Monday, October 6, 2008

Development Pornography in my mailbox, yet again




Trying to catch up with my normal "aimless surfing" reading. Like most of my friends and associates, I have become a political junkie and waste hours and hours on the minutia of our ongoing electoral process, based on the ridiculous assumption that if I just know more and more about it, I will have some degree of control of the situation. Typical academic bullshit. More knowledge=a greater degree of control=peace with a world which is clearly fucked-up.

Anyway, digging through my mailbox and raking up the sticks and leaves piling up in the gutters, I ran across the TED campaign against "extremely drug-resistant TB" (XDRTB). I ran into XDRTB back in '94 in Tanzania; very scary. But, of course, the campaign must team up with an (ex-war) photographer who can create the poignant images for us to respond to. As he states,

“I’m working on a story that the world needs to know about. I wish for you to help me break it, in a way that provides spectacular proof of the power of news photography in the digital age.” James Nachtwey

So, in all 50 states, his photo essay was projected last Friday night. At least, that is what my email said. You can view the essay here:

37 pictures the world must see.

They are very beautiful pictures. They are very heartbreaking pictures. And the question lingers: should heartbreaking be beautiful? I remember the now-famous picture of the Sudanese child struggling to make it to the feeding station while being stalked by a vulture. I pass on reproducing it here. The photographer, Kevin Carter, committed suicide after having won both the Pulitzer Prize and the disapprobation of most of the free world after the information was spread that he had not tried to save the child . His daughter says she has come to view the picture, differently, seeing the vulture as the press who hounded her father and the child as her father "the victim". A tragedy so painful to contemplate that is rates its own recently-added Snopes entry.

There is a pretty good (non-academic) article, outlining the difficulty of the contextualization of the "victim image" and the ethics of "selling" international aid, so-called "development pornography here. One response of the awkwardness of "white-controlled" images of "black poverty" has been to promote the efforts of indigenous photographers. Majority World (love the name) is one such organization.

What would I say to my students? In any Bruce Springsteen song, from his years with the E-Street Band, despite the tragedy of the words and the mournfulness of the sound, will be the moment I wait for, the lilt of optimism in the music. Bruce threads it in just about every song; often announcing the bright moment by the sound of Clarence Clements sax ripping and soaring, cutting through with the rising wail of optimism. I seek that moment. In 1936 (published in 1941), James Agee and Walker Evans produced that unforgettable work, Let Us Now Praise Famous Men. The images and narration are of cotton farmers in Central Alabama during the Great Depression. A gallery of the images is available at my Alma Mater here.

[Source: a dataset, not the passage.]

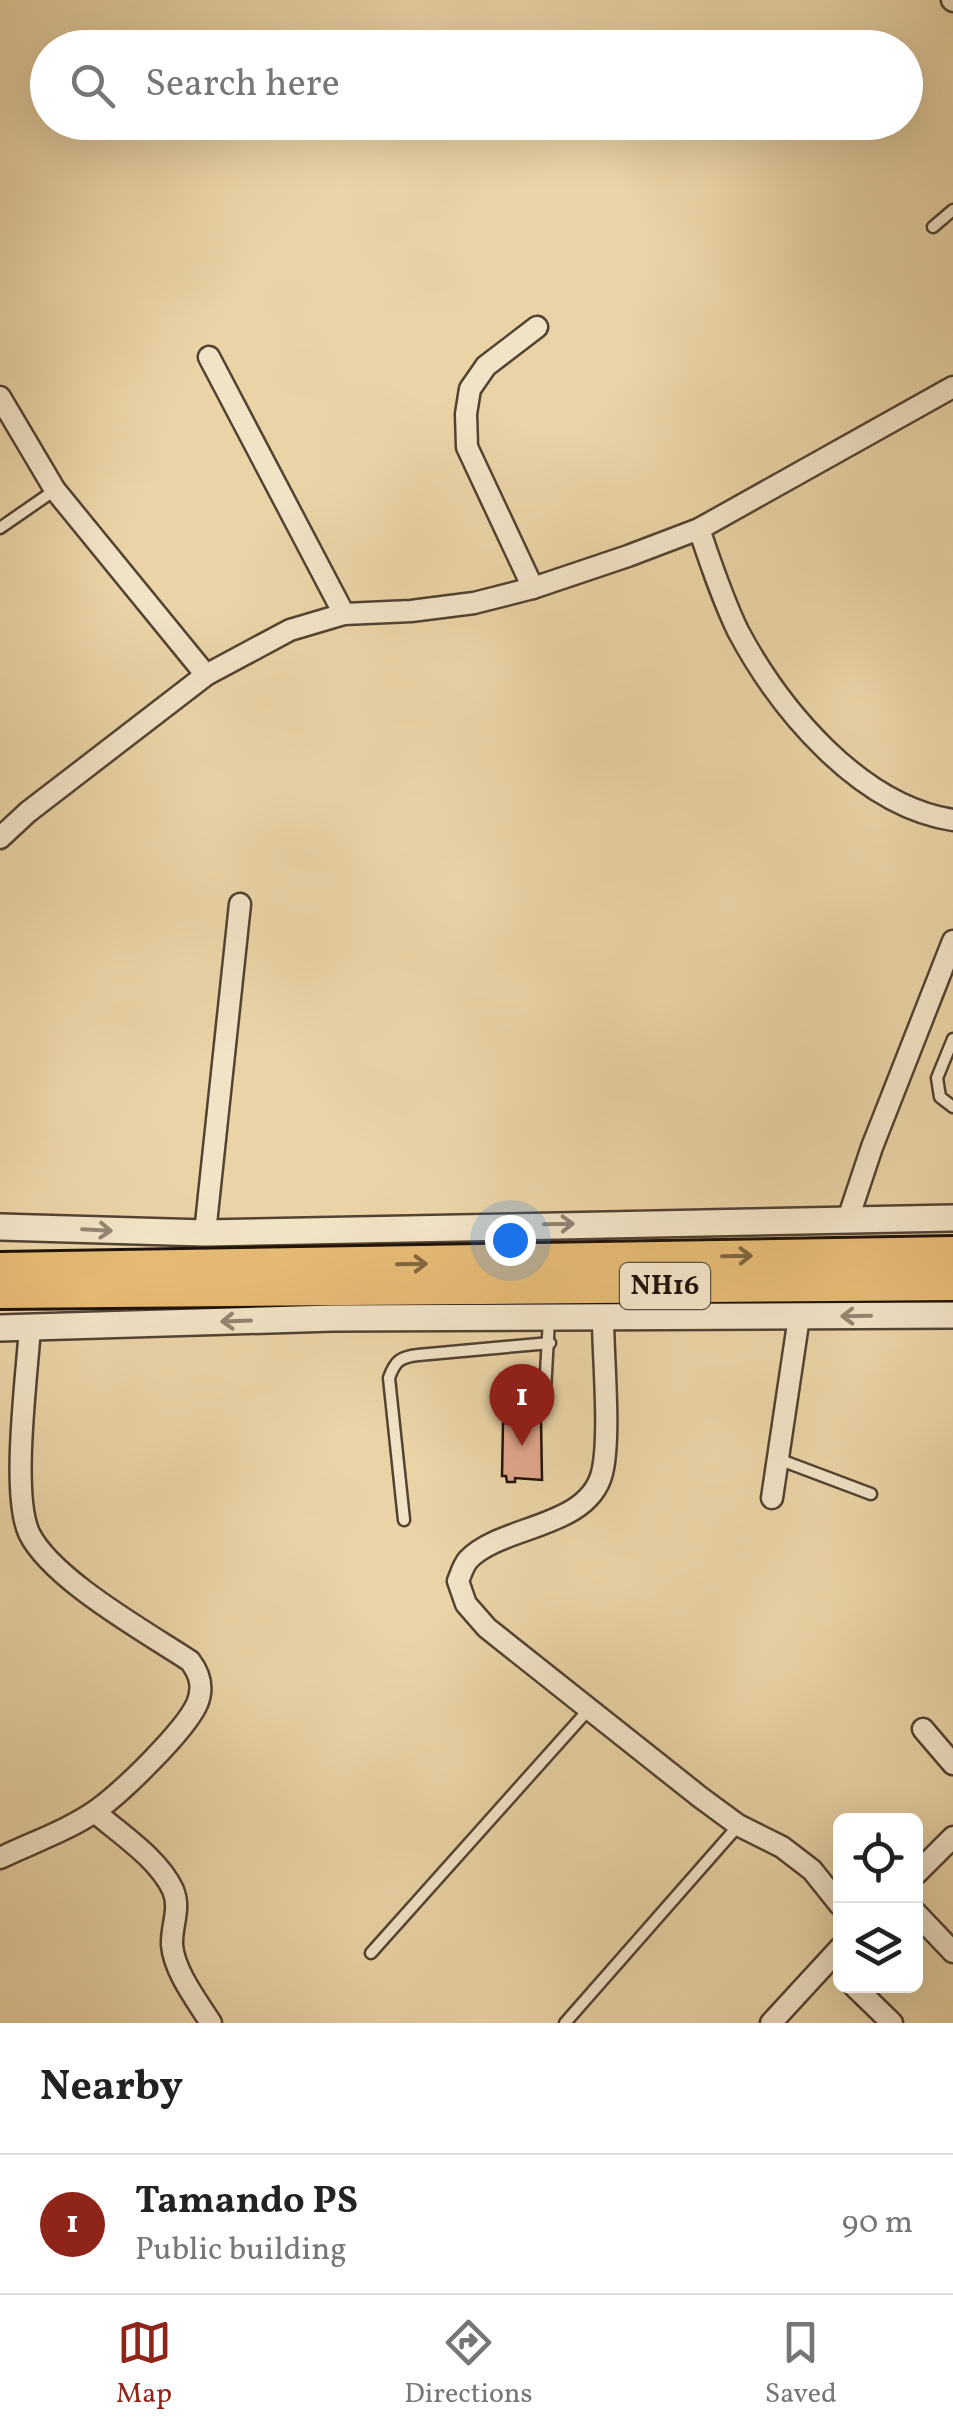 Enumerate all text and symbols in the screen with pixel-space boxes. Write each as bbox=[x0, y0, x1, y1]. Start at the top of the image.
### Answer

I have a well-worn copy, given to me by the father of my much-beloved daughter, as he shared with me the story of his family who are represented in the book. Not a source of pride in his family. A source of shame. Time and distance cannot, always, successfully, dampen down the shame of victimization. And, yet, world's away, among the people who were kind enough to share their stories with me back in Tanzania in 1986-87, are another group of cotton farmers who experienced the Great Depression. Can we not share in the moral outrage of an economic system that can not, does not, will not insure the same developmental potential for every human being, for every human society?

I leave you with the words of James Agee, those both playfully tongue-in-cheek and those powerful:

....this is a book about "sharecroppers," and is written for all those who have a soft place in their hearts for the laughter and tears inherent in poverty viewed at a distance, and especially for those who can afford the retail price in the hope that the reader will be edified, and may feel kindly disposed toward any well-thought-out liberal efforts to rectify the unpleasant situation down South, and will somewhat better and more guiltily appreciate the next good meal he eats... Above all else: in God's name don't think of it as Art.... Get a radio or phonograph capable of the most extreme loudness possible, and sit down to listen to a performance of Beethoven's Seventh Symphony or of Schubert's C-Major Symphony. But I don't mean just sit down and listen. I mean this: Turn it on as loud as you can get it. Then get down on the floor and jam your ear as close into the loudspeaker as you can get it and stay there, breathing as lightly as possible, and not moving, and neither eating nor smoking nor drinking. Concentrate everything you can into your hearing and into your body. You won't hear it nicely. If it hurts you, be glad of it. As near as you will ever get, you are inside the music; not only inside it, you are in it; you body is no longer your shape and substance, it is the shape and substance of the music. Is what you hear pretty? or beautiful? or legal? or acceptable in polite or any other society? It is beyond any calculation savage and dangerous and murderous to all equilibrium in human life as human life is; and nothing can equal the rape it does on all that death; nothing except anything, anything in existence or dream, perceived anywhere remotely toward its true dimension.

1 comment:

Anonymous said...

Before we try to help someone we need to ask them what help they want and give it to them, rather than telling them what they should want and will get from us whether or not they want it.